─── DATASET RECORDS ───
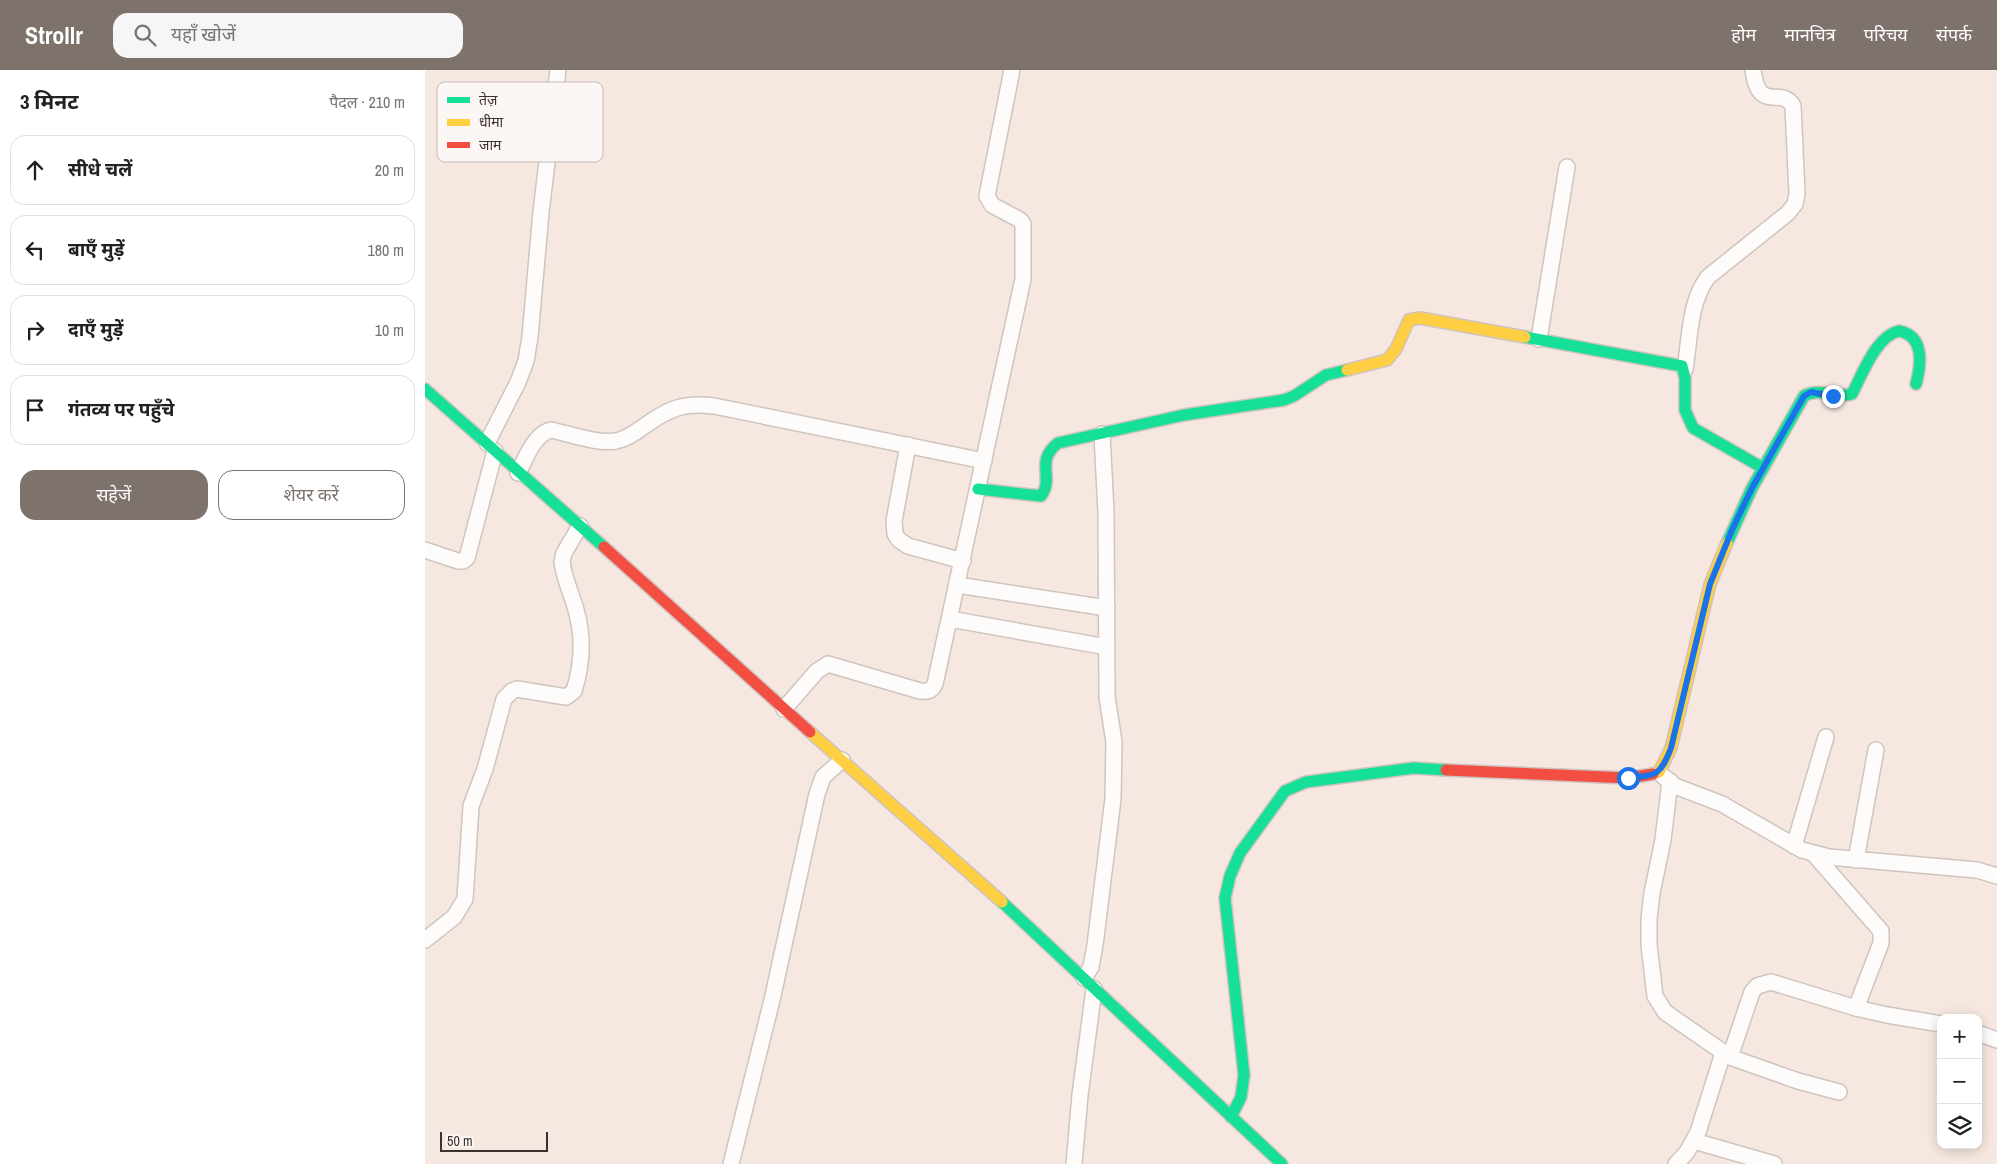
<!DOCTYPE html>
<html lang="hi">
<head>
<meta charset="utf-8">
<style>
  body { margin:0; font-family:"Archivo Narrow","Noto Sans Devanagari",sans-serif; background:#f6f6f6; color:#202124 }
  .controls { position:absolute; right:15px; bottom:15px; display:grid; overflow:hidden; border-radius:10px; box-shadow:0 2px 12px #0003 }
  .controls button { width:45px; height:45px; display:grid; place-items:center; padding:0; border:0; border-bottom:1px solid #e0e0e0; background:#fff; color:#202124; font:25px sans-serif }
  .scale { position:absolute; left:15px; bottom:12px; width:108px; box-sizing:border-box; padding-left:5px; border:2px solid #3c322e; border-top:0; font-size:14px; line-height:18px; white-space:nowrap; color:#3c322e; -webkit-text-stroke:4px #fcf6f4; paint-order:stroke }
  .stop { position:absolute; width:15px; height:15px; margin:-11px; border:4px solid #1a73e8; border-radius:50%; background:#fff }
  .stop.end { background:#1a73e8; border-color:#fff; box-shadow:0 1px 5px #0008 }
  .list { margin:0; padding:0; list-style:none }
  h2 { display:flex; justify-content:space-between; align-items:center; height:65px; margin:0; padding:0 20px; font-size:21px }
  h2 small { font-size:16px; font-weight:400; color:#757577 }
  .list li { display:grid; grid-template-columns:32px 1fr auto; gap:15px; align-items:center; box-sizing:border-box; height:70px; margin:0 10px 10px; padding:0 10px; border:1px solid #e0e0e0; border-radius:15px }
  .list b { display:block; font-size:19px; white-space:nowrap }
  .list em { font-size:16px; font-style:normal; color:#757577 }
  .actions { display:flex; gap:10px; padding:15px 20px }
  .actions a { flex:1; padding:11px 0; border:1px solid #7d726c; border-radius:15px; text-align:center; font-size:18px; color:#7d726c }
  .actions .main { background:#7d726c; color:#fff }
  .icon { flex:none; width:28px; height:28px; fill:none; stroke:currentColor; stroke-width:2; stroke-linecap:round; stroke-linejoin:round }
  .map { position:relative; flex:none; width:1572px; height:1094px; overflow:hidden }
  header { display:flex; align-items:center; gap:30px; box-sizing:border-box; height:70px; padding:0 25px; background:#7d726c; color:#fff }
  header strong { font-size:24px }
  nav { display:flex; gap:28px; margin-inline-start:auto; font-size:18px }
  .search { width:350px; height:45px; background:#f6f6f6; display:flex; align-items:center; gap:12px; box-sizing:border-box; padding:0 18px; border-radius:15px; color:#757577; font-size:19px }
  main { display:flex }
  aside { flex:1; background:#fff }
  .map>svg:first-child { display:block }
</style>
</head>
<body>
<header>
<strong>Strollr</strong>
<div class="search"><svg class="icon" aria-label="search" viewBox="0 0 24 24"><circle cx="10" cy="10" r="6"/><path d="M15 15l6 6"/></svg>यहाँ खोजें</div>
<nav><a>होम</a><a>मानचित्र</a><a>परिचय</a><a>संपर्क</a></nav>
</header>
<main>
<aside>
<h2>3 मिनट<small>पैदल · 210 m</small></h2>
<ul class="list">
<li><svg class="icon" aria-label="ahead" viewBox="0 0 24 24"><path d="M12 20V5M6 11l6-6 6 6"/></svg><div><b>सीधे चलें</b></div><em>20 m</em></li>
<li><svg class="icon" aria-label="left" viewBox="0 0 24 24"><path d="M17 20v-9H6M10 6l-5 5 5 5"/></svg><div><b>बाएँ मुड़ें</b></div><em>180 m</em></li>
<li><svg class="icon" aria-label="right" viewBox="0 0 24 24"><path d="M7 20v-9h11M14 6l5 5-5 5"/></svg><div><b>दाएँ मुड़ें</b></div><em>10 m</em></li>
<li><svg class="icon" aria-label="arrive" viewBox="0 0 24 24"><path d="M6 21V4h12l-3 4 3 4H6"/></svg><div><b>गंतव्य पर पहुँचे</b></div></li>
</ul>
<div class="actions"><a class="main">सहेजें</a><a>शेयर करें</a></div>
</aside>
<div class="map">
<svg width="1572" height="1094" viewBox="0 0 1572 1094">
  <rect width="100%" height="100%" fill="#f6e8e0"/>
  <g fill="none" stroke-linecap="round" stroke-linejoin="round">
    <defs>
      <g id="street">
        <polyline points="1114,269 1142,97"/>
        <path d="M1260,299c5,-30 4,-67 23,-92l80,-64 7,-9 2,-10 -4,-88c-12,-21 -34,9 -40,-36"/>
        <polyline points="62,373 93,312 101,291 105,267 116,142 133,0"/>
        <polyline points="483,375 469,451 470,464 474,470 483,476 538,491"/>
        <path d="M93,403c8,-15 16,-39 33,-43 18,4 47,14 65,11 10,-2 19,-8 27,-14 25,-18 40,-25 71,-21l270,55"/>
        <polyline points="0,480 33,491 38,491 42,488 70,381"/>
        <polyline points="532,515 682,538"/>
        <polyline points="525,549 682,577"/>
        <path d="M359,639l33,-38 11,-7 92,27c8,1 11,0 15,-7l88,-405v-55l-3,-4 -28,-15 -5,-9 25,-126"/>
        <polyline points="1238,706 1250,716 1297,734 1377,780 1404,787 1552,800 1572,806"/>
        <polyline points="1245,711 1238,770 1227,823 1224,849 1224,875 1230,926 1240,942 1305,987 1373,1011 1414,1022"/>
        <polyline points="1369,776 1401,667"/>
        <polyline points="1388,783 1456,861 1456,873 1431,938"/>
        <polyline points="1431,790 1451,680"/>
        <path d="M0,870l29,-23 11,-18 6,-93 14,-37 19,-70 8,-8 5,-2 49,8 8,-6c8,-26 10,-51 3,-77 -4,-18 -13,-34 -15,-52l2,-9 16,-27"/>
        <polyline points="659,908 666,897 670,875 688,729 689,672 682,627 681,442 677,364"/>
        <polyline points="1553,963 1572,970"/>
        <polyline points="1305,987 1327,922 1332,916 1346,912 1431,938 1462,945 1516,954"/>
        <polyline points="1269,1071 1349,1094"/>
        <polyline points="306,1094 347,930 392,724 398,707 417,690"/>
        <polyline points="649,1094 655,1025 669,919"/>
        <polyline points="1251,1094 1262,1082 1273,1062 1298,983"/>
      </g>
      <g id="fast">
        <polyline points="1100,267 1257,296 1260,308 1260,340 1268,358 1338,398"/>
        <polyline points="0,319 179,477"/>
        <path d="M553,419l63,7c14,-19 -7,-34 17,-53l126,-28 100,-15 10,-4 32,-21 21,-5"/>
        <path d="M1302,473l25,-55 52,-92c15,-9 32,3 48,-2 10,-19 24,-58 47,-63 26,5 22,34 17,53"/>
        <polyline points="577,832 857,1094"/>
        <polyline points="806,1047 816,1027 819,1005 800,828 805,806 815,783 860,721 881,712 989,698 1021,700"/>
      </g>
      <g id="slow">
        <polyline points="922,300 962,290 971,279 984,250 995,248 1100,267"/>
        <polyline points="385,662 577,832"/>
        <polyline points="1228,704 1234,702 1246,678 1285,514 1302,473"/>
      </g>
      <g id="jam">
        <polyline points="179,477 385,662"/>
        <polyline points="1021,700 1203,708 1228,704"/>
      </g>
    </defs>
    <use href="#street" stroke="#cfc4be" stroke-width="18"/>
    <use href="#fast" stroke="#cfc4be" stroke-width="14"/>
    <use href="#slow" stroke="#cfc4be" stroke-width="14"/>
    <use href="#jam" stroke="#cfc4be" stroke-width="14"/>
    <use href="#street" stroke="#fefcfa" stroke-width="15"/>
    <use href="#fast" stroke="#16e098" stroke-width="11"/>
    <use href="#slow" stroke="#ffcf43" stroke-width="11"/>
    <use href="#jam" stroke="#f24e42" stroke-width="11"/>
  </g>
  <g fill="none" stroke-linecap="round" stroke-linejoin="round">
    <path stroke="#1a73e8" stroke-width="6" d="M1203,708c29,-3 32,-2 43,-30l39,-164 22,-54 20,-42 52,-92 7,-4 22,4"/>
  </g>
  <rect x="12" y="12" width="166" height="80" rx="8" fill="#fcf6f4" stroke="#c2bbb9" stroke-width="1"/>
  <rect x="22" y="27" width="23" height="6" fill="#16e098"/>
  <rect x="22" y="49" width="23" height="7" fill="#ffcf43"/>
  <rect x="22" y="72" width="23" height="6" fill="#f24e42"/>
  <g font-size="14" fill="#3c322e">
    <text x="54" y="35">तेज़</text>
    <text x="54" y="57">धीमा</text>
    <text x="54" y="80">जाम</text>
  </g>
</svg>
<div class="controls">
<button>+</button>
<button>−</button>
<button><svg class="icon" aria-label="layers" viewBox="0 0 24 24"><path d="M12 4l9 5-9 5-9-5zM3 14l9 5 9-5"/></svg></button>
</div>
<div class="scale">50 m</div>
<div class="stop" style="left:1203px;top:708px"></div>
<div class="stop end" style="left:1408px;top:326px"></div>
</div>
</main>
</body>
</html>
───
**PROBLEM STATEMENT:** If a line of the entries above holds the word "grid", count it; report only how many such lines there are.

**TASK ANSWER:** 3